» Information:
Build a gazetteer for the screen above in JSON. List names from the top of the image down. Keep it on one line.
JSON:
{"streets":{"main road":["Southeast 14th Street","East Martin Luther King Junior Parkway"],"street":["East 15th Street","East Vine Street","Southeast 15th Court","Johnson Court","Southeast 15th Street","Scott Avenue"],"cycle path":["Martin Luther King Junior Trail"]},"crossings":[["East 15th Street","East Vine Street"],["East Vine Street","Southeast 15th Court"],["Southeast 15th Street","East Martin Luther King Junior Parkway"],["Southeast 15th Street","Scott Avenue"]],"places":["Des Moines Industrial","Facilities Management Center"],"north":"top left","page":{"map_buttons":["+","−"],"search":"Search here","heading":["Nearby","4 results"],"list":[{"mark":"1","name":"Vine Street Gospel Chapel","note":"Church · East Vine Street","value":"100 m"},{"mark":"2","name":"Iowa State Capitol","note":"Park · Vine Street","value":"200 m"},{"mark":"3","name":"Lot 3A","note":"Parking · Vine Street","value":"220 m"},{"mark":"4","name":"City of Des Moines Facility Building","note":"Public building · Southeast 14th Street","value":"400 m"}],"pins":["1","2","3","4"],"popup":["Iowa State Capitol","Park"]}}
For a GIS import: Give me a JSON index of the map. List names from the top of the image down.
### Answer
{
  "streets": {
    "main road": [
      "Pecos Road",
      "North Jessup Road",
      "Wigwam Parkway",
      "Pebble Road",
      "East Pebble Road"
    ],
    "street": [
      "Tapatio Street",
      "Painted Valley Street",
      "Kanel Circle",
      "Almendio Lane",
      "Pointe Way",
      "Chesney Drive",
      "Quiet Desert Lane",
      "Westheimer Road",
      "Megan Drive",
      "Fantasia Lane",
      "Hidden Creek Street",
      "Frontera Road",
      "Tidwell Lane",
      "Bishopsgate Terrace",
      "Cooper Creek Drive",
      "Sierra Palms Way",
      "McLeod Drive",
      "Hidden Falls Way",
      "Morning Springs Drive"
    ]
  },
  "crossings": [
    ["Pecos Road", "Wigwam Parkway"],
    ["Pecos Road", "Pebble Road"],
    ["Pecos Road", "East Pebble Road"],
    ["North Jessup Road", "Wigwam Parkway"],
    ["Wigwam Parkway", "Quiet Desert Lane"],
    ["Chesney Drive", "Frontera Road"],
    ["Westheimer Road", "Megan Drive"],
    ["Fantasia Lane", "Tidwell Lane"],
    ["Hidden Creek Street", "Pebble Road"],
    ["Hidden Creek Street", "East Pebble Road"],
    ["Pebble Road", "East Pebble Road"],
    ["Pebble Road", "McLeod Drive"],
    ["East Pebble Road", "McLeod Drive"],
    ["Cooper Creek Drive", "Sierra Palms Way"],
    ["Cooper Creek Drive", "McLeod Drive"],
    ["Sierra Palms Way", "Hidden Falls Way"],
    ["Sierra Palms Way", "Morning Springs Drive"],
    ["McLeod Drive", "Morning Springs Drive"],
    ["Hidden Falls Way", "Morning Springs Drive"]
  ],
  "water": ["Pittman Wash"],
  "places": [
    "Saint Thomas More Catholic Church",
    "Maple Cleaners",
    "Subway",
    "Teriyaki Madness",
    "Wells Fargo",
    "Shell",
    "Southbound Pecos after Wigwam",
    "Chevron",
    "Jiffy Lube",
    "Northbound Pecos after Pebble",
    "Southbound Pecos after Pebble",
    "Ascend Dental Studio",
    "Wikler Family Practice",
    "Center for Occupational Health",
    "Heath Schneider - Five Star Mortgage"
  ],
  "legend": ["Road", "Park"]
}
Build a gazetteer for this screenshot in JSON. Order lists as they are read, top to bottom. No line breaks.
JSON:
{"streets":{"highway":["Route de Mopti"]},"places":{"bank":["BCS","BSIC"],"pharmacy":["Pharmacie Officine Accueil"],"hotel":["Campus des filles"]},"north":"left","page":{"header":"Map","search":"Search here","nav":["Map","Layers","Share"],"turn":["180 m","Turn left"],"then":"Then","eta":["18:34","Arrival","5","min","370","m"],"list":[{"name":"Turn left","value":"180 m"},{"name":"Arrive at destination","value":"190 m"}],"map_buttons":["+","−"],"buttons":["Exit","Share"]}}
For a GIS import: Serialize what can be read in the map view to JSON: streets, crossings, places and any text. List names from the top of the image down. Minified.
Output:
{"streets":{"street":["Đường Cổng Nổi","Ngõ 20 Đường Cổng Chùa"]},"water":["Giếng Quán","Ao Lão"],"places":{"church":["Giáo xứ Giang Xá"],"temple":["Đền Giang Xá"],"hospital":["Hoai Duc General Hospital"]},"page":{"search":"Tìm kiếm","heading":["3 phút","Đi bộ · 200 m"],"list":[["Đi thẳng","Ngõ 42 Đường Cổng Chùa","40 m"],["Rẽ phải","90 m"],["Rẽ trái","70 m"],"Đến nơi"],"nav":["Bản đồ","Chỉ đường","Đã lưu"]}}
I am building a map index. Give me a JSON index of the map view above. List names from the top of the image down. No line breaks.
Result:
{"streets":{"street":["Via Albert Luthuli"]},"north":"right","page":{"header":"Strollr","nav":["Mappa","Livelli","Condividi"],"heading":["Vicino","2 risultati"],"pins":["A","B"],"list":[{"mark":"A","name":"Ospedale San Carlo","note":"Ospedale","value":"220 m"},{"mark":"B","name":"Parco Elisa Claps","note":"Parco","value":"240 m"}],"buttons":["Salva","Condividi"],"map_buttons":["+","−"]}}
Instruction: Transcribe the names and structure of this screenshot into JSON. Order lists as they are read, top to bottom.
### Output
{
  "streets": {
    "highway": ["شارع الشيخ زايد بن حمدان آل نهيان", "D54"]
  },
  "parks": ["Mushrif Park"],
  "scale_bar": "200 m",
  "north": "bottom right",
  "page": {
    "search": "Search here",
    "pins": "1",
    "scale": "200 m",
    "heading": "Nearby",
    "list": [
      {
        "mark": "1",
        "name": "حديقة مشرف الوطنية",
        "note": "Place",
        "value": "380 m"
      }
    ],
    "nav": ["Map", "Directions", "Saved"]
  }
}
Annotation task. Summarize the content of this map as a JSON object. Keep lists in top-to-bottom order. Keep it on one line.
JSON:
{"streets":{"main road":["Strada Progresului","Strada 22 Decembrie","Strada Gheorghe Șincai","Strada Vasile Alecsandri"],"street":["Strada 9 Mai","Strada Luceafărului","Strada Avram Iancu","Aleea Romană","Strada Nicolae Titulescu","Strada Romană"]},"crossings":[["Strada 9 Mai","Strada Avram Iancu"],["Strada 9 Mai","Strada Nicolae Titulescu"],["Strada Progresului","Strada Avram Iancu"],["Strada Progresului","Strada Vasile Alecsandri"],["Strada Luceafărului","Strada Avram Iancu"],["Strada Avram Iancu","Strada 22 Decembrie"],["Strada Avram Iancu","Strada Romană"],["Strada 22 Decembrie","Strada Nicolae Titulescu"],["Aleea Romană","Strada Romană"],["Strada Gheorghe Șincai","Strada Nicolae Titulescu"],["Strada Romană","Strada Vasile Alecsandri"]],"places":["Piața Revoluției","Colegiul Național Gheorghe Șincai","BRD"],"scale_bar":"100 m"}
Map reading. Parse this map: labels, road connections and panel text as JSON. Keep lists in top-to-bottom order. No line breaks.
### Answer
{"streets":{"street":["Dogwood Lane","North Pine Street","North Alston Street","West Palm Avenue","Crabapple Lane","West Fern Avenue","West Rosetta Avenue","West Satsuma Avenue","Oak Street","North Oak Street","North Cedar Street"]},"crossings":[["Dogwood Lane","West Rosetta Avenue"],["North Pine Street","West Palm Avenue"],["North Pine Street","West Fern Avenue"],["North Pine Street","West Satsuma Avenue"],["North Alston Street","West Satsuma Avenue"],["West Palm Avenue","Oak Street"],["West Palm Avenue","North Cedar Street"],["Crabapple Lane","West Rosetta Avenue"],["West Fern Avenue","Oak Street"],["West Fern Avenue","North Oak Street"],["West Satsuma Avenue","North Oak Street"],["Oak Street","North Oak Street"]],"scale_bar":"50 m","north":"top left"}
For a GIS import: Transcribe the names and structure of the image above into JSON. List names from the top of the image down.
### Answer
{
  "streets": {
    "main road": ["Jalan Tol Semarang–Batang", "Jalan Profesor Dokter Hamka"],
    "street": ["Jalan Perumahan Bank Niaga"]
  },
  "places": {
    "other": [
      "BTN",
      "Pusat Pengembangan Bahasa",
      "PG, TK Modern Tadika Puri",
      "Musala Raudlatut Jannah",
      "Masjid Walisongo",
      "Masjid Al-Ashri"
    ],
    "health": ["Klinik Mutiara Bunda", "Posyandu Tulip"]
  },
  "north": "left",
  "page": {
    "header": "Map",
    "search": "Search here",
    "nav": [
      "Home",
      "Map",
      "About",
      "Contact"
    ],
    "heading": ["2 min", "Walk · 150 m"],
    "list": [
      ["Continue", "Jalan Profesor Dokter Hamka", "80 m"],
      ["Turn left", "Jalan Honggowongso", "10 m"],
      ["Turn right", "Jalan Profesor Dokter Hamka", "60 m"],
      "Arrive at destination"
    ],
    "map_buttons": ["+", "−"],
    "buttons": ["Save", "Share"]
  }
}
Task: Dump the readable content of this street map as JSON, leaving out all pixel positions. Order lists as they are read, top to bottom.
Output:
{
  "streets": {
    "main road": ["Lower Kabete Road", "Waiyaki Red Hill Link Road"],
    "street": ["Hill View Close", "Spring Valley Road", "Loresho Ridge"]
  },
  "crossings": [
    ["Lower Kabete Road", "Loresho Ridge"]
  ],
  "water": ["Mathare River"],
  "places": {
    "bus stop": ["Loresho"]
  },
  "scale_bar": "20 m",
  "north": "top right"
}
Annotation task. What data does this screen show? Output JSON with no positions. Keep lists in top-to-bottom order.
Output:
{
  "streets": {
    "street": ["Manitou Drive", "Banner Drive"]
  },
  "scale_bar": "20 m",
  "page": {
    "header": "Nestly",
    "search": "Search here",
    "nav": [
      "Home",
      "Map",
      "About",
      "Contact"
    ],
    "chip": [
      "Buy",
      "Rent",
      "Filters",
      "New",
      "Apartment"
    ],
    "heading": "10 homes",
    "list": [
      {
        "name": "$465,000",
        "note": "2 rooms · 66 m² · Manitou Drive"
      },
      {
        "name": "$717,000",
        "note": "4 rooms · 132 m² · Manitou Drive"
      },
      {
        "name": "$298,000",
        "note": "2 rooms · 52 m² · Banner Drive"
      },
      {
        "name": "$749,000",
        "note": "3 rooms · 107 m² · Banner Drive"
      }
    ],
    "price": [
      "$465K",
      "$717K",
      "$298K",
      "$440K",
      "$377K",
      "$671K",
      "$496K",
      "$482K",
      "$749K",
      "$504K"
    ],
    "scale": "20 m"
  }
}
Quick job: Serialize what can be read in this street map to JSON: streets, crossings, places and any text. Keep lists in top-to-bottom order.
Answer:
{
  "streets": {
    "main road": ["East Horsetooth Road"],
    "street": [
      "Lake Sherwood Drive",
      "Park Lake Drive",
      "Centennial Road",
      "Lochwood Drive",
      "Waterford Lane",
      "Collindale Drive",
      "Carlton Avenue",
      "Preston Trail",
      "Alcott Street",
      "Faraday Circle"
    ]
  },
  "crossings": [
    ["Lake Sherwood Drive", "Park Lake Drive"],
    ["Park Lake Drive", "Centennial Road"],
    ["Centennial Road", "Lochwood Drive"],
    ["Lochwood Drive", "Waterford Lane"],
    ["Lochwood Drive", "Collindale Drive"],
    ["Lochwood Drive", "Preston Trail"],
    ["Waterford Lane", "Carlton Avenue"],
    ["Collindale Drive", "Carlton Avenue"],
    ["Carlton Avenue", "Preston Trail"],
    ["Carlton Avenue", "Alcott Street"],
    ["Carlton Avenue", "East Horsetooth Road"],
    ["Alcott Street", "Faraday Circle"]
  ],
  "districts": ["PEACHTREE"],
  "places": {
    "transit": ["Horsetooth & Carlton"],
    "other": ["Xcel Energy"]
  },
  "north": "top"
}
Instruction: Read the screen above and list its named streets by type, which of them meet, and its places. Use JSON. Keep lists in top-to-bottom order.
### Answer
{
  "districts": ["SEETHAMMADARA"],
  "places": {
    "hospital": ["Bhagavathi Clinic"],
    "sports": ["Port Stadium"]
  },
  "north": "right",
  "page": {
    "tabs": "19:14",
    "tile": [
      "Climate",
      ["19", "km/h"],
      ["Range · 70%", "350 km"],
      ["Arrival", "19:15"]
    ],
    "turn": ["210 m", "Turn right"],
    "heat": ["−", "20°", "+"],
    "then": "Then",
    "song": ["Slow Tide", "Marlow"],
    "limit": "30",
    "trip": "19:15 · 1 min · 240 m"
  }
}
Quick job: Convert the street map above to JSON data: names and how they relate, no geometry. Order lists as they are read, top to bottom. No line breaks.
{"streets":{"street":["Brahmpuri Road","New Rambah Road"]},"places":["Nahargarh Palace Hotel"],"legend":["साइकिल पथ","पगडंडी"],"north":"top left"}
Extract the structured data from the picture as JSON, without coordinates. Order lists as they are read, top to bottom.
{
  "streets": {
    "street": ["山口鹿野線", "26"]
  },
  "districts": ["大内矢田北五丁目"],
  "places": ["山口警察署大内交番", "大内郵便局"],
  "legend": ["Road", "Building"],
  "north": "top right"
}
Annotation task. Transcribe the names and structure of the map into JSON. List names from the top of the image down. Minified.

» Your instructions: Copy every line from the records above that contains the word "Serialize".

» Solution for this problem:
For a GIS import: Serialize what can be read in the map view to JSON: streets, crossings, places and any text. List names from the top of the image down. Minified.
Quick job: Serialize what can be read in this street map to JSON: streets, crossings, places and any text. Keep lists in top-to-bottom order.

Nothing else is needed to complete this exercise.